YOUR TASK: Would you return exactly the lines from the top of the data below through the one containing "position:relative; width:584px; height:1119px;", leaving out the pictures?

AVAILABLE DATA:
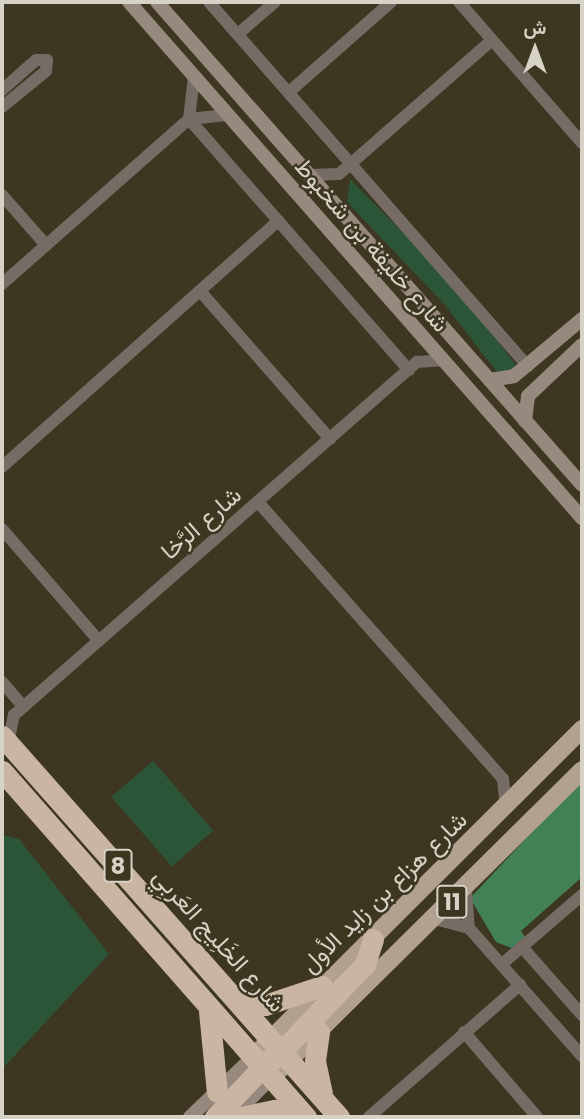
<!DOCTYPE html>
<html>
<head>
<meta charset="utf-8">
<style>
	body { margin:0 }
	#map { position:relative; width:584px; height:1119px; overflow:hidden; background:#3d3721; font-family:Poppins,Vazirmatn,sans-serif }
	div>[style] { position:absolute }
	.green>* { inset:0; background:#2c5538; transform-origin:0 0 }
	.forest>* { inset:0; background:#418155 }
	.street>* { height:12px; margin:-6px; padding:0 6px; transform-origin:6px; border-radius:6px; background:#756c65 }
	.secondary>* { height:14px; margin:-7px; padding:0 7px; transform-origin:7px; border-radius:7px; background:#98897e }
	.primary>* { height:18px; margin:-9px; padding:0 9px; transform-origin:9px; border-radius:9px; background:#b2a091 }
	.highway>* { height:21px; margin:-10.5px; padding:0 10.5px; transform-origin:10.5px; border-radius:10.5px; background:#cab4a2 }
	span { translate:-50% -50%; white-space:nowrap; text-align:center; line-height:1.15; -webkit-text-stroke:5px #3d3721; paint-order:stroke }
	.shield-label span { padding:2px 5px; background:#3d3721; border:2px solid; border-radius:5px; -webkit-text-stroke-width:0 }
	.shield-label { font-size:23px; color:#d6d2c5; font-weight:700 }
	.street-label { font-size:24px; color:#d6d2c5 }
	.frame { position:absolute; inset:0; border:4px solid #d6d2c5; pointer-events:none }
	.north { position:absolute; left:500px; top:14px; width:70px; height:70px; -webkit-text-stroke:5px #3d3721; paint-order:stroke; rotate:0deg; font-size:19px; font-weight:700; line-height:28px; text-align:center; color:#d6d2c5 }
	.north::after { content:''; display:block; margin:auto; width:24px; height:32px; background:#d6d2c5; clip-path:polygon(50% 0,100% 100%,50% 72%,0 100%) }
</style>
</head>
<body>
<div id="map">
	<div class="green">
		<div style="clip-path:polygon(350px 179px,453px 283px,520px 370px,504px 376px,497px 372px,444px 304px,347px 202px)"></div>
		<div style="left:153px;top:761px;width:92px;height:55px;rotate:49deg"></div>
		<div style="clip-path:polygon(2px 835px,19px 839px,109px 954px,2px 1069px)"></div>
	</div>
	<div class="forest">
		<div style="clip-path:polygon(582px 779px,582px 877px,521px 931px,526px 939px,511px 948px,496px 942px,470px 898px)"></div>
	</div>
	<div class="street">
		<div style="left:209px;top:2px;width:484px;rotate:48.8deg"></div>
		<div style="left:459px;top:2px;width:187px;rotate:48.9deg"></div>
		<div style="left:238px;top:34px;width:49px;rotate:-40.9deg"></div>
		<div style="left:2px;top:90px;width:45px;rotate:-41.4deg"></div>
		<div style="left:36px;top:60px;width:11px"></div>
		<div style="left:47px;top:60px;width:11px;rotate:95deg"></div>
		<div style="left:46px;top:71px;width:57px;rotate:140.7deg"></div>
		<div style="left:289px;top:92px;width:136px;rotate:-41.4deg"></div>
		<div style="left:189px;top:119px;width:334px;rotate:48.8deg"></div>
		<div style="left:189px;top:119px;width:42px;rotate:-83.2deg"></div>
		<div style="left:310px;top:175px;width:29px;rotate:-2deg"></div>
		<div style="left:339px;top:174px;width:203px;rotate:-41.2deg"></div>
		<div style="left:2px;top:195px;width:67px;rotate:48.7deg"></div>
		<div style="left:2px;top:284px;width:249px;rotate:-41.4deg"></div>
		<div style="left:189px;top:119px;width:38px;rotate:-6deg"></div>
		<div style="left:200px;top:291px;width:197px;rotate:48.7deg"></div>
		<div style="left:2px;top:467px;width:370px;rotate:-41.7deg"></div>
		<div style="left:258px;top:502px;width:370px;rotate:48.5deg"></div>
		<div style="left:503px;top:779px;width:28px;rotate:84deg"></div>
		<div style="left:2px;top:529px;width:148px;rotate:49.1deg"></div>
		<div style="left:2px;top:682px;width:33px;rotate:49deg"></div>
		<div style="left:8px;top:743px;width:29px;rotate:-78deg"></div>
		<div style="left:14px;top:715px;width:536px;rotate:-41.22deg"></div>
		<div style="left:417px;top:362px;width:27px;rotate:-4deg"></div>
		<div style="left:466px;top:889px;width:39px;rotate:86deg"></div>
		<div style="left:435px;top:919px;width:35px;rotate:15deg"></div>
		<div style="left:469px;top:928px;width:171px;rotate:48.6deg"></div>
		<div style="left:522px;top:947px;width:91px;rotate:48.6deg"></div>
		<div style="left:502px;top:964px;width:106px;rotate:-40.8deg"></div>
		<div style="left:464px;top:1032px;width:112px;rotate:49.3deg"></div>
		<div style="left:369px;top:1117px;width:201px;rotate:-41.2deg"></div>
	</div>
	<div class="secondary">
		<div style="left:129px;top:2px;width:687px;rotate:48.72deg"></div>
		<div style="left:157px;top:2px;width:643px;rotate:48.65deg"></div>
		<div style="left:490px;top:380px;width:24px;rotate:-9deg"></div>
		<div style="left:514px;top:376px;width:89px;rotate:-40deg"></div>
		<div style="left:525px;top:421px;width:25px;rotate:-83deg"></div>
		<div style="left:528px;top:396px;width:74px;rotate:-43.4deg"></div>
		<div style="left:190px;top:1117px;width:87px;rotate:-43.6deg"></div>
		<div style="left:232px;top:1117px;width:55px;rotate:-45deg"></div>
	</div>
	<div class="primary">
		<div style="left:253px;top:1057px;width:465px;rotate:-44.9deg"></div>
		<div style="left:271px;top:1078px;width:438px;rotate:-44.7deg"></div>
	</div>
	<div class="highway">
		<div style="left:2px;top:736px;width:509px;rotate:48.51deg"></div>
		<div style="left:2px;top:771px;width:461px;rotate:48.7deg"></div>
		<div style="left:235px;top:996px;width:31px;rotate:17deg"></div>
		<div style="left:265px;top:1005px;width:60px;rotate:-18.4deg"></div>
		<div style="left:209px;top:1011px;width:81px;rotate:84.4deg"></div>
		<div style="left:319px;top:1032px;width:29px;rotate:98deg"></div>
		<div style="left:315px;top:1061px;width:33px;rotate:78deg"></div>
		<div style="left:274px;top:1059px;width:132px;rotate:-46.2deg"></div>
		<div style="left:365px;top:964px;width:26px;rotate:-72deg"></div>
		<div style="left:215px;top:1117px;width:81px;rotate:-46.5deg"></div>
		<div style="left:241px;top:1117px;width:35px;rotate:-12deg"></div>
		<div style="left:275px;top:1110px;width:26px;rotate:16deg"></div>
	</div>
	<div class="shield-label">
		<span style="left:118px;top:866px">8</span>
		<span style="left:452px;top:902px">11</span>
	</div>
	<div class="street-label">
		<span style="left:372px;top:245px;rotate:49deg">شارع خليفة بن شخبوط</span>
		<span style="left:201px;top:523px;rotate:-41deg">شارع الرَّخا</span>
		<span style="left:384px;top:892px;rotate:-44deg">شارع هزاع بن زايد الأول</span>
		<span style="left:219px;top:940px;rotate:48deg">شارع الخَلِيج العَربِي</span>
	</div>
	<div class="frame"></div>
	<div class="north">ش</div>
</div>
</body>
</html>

TASK RESULT:
<!DOCTYPE html>
<html>
<head>
<meta charset="utf-8">
<style>
	body { margin:0 }
	#map { position:relative; width:584px; height:1119px; overflow:hidden; background:#3d3721; font-family:Poppins,Vazirmatn,sans-serif }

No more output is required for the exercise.